We were getting to know the Swinglers very well, and drinking with
them after their concerts, so we began to know Mary and Paddy too.
Several times the three of us were invited to Randal’s country home in
Pebmarsh for the weekend. It was a dear little thatched cottage – not
all that little – but with no facilities – a well in the garden for
water – a little hut with a wooden seat over a bucket for a lavatory
and a wood fire and candles for heat and lighting – on a sharp bend in
the lane just before you came to Pebmarsh. They bought it for £100
together with an acre of orchard a few years back.
Recently Mary and Paddy had bought for much more money a cottage nearly opposite the pub in the centre of the village, which they called “Great Lengths” as they went there to get out of London. Their very elderly mother also lived in the village and needed a lot of care. Geraldine’s daughter Judy was nearly grown up but Mary’s son was quite a bit younger than Gale. This was bad planning as it interrupted their professional life twice as much as if they had twins.
Quite a little colony of musicians had begun to grow up round Pebmarsh as people came to visit, fell in love with the village and bought their own places – Alan Rassthorn among many. Peter found them all very stimulating but tiring – and I didn’t feel it fitted in well with Gale.
It was their habit to get up late and, as soon as possible, walk to one of the two pubs to be ready for opening time and to stay drinking until closing time at 2 pm. After the stroll back and a bite to eat they would rest until tea time which merged into the walk to the pub for opening at 6 pm. If we went home at 11 pm when it closed we took a crate of beer with us – but frequently we were invited round the back to drink with the landlord – a source of the best dirty stories I have ever heard.
Peter and I had theories – life should be 90% Apollonian and 10% Dionesian – but at Pebmarsh it was the other way round, so only bearable in small doses.
Of necessity as we had Gale we had to modify the pattern anyway, but once or twice we left Gale in London and experienced the full weekend.
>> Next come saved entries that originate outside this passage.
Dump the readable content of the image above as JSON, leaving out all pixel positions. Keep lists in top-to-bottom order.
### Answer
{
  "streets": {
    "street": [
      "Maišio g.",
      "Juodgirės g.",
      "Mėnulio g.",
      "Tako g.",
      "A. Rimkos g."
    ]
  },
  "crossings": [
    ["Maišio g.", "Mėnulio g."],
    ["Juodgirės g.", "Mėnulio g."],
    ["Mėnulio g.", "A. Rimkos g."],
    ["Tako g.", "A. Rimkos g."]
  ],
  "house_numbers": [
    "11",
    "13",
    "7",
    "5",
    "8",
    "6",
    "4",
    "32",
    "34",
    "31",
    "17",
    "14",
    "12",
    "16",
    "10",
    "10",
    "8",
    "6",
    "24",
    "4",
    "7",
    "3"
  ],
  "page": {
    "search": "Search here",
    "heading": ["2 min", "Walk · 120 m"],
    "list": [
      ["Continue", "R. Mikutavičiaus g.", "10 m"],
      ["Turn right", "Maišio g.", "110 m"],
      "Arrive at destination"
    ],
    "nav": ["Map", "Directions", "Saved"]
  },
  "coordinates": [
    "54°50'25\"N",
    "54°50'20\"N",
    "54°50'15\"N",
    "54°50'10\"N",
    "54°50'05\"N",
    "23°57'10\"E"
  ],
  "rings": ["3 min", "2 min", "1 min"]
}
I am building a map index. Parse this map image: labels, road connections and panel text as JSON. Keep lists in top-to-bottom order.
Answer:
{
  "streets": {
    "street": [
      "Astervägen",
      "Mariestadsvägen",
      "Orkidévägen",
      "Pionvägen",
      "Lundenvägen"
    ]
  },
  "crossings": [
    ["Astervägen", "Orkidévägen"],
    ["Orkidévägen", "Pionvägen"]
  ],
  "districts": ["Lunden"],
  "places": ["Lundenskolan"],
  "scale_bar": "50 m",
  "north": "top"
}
That year though, since I had promised to live in the country, we all spent Christmas there. Judy was there too. On Christmas morning Geraldine and Mary played the piano and Peter went outside into the frosty but sunny orchard and pruned some of the old apple trees while I cooked a large turkey in an oven over an oil stove. On Boxing day one of their friends flew in from Geneva bringing a small suitcase full of the best steak! There was no refrigerator so we had to cook and eat it. After years of rationing it was a feast indeed.